Scientific classification
- Kingdom: Animalia
- Phylum: Mollusca
- Class: Gastropoda
- Order: Stylommatophora
- Family: Geomitridae
- Genus: Wollastonaria
- Species: W. leacockiana
- Binomial name: Wollastonaria leacockiana (Wollaston, 1878)
- Synonyms: Helix leacockiana Wollaston, 1878 (original combination); Hystricella leacockiana (Wollaston, 1878) (superseded generic combination); Wollastonia leacockiana (Wollaston, 1878) superseded combination;

= Wollastonaria leacockiana =

- Authority: (Wollaston, 1878)
- Conservation status: VU
- Synonyms: Helix leacockiana Wollaston, 1878 (original combination), Hystricella leacockiana (Wollaston, 1878) (superseded generic combination), Wollastonia leacockiana (Wollaston, 1878) superseded combination

Species of gastropod

Wollastonaria leacockiana is a species of small land snail, a terrestrial pulmonate gastropod mollusk in the family Geomitridae.

==Description==
(Original description in Latin) The shell is top-shaped, flattened and perforated on the underside, and densely covered everywhere with blunt granules. It has a pale, slightly yellowish-brown color, which is marble-patterned here and there with irregular reddish-brown bands (especially underneath) and cloud-like blotches (especially above).

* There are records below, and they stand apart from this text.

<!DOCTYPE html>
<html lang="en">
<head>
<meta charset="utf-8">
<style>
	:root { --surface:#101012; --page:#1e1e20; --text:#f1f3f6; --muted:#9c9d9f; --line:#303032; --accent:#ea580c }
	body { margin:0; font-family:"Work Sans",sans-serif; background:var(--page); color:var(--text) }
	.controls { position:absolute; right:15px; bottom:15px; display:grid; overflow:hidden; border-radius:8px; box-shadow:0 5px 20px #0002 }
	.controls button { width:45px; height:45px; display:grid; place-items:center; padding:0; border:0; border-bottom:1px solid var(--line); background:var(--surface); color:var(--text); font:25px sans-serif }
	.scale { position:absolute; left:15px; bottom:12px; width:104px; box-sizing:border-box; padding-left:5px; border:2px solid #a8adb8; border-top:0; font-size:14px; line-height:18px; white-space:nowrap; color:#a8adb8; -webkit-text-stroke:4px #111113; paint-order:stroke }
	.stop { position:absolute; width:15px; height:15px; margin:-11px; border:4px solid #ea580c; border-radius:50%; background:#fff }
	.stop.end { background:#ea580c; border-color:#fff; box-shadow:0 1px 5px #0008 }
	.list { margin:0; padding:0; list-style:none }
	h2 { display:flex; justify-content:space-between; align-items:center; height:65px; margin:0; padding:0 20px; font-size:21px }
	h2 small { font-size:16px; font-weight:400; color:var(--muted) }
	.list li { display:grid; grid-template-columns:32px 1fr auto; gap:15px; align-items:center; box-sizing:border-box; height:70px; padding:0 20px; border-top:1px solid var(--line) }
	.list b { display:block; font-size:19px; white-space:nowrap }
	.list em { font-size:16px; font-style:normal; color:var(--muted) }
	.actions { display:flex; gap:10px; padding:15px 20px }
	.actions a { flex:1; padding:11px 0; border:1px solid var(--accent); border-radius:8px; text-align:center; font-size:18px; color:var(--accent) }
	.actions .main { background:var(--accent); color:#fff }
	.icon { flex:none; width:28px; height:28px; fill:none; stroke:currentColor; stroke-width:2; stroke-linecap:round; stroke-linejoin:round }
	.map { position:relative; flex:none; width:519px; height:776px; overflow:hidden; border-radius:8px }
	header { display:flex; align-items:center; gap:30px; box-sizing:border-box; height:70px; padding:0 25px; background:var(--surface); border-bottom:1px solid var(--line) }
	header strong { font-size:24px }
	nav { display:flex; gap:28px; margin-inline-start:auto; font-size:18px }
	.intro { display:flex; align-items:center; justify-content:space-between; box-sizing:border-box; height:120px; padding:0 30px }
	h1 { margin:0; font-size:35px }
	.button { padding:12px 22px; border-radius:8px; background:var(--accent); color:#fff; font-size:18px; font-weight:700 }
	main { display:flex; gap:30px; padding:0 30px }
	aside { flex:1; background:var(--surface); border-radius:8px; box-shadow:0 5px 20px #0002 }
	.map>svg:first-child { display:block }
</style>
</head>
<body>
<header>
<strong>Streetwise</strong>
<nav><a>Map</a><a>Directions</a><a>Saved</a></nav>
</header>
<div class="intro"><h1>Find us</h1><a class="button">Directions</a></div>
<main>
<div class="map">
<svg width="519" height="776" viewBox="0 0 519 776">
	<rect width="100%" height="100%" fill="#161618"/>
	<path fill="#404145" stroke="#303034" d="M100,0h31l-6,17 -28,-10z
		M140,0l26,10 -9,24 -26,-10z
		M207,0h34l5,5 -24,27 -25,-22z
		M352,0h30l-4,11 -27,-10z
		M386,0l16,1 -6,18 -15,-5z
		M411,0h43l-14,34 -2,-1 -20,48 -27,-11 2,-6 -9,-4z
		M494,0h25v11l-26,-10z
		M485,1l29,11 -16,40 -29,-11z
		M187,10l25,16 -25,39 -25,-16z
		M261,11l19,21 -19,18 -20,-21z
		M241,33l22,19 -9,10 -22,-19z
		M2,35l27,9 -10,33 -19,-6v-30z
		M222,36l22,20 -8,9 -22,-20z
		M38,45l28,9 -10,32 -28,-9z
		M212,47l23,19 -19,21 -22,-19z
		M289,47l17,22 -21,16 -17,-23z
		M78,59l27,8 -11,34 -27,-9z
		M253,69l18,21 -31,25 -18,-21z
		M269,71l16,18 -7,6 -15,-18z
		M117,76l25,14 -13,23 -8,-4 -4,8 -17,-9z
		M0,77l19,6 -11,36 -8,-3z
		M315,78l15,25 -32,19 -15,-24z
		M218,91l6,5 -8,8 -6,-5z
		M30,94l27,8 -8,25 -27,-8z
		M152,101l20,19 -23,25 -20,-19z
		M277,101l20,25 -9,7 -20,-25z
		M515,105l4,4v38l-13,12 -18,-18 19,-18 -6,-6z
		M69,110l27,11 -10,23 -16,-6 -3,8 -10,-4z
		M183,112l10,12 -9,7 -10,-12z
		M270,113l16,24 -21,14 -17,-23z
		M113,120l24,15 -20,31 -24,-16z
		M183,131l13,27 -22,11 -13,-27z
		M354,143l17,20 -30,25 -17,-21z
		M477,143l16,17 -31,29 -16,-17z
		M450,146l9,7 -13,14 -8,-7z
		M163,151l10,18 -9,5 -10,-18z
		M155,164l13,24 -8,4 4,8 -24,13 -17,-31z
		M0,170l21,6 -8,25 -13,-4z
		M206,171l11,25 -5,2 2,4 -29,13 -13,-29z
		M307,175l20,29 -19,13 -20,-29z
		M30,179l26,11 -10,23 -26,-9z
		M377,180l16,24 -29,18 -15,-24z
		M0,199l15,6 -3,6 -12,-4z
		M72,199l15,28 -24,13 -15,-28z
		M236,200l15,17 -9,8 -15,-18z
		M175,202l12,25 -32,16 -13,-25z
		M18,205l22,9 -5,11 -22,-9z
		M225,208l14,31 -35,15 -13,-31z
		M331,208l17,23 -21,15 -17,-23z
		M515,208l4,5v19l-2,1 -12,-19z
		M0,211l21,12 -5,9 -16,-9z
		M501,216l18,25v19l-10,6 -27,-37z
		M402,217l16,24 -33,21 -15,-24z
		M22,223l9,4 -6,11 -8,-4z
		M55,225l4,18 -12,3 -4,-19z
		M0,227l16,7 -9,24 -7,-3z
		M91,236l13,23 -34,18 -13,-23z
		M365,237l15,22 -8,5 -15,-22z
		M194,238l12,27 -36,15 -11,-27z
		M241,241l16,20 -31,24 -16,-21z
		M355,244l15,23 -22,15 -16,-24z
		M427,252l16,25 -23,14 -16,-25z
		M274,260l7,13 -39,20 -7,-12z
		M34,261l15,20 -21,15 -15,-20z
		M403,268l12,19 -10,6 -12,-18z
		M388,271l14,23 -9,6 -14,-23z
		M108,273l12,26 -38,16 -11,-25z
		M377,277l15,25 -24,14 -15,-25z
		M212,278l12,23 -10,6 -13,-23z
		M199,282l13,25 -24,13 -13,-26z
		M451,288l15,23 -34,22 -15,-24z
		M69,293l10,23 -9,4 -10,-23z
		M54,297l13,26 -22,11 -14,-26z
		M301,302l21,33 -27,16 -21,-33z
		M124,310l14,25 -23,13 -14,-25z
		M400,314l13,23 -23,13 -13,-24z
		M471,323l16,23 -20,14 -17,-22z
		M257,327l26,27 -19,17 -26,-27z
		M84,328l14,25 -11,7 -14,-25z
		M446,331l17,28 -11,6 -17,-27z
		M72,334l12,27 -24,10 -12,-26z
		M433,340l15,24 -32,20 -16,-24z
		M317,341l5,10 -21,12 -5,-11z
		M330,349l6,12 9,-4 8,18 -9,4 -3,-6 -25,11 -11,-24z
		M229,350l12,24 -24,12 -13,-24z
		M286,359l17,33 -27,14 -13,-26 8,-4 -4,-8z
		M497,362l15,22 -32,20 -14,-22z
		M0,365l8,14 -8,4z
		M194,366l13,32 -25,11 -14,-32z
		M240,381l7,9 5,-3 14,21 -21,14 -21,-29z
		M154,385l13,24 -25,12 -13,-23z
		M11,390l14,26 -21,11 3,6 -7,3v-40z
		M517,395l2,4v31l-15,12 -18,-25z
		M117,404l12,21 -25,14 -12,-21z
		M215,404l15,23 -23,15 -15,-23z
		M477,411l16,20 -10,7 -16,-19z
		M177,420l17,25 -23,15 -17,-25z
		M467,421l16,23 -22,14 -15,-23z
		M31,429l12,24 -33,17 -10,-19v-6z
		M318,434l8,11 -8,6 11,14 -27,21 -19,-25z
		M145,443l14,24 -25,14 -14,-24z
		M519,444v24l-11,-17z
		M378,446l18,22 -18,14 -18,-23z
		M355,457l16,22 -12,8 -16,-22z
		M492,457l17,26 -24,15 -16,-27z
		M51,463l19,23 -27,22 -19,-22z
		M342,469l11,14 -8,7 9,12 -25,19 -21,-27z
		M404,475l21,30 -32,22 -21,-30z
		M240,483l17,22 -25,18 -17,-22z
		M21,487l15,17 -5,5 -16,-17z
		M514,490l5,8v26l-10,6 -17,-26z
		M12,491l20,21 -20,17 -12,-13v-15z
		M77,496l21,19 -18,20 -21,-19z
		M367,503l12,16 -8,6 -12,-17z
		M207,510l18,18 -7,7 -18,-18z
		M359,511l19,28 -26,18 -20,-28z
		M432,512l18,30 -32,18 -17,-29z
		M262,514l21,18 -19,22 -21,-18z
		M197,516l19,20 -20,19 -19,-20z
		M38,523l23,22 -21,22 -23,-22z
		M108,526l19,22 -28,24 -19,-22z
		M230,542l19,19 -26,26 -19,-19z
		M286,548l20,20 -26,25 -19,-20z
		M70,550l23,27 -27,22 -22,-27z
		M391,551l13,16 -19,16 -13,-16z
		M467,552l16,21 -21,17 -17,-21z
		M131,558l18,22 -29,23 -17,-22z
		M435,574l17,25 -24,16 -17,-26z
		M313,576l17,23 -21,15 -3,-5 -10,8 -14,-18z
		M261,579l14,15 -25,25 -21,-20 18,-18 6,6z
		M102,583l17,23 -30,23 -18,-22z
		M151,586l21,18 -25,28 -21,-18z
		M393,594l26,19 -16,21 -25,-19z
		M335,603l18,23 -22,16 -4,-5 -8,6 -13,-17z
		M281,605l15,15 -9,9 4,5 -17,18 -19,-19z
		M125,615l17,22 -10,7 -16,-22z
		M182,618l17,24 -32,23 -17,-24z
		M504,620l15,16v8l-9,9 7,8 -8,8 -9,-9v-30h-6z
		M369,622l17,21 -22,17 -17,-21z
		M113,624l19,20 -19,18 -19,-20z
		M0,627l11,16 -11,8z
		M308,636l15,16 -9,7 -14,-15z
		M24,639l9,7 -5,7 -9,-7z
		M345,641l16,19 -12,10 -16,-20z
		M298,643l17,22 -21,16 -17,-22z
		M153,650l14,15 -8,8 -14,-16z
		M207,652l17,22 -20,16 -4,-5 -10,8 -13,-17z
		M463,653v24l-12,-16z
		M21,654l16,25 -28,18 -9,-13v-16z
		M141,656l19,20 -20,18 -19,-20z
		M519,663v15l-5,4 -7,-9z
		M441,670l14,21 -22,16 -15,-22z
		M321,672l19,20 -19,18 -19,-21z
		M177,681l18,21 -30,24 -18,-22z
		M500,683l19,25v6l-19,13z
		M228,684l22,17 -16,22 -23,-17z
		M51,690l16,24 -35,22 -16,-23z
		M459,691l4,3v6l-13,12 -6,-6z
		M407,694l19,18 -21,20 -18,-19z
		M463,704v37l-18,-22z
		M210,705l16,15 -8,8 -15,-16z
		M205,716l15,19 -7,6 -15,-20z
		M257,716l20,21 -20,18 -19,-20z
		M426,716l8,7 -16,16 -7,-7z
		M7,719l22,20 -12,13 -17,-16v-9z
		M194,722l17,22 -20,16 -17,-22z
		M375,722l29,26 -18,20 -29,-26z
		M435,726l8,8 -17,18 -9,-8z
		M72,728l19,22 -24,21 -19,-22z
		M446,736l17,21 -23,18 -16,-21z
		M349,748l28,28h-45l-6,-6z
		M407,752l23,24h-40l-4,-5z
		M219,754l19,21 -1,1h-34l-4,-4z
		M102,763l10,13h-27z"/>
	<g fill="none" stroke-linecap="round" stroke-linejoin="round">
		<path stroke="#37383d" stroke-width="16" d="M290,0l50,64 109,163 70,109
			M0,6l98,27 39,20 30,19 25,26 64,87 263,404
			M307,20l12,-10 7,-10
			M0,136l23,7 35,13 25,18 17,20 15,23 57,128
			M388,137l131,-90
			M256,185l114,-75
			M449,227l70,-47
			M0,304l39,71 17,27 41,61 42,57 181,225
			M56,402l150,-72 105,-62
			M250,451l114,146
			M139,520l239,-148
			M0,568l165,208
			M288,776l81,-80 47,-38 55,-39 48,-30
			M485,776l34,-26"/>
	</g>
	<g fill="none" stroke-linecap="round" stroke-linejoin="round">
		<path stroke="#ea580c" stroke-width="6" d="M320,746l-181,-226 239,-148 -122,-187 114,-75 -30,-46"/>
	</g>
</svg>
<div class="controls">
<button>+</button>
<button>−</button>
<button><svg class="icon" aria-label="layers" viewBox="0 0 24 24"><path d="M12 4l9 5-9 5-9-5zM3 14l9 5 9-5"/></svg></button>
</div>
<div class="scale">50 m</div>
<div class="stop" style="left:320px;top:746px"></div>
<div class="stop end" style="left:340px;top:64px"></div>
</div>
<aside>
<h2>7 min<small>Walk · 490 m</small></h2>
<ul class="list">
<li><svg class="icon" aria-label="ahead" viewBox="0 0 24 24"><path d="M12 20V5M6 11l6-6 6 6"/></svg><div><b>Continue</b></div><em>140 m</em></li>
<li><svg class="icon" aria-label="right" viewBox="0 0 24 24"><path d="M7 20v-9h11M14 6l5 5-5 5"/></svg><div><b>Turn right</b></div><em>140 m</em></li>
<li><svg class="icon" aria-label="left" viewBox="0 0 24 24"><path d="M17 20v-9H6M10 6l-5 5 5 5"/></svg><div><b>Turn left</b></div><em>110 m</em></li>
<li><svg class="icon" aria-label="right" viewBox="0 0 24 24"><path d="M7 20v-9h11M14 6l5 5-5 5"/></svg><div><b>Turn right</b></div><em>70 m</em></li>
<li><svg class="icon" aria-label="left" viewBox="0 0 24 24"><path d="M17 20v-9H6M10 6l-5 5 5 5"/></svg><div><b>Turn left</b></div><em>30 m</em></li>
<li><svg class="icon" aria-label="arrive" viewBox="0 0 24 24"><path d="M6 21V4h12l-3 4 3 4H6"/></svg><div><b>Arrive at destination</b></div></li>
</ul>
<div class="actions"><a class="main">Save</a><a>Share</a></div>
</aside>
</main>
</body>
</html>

The spire is moderately elevated. The whorls are convex and double-keeled; on the body whorl—which is somewhat roof-shaped—the outer keel is extremely sharp and strongly projecting, while the inner keel is blunt, rounded, set back, and occasionally obsolete. The umbilicus is tiny and pinpoint-like. The aperture is suboval to rounded, with the lips continuous and joined together, and the peristome is simple, expanded, slightly recurved, thin, and raised.

==Distribution==
This species occurs in Madeira.

==Conservation status==
This species of snail is mentioned in annexes II and IV of the Habitats Directive.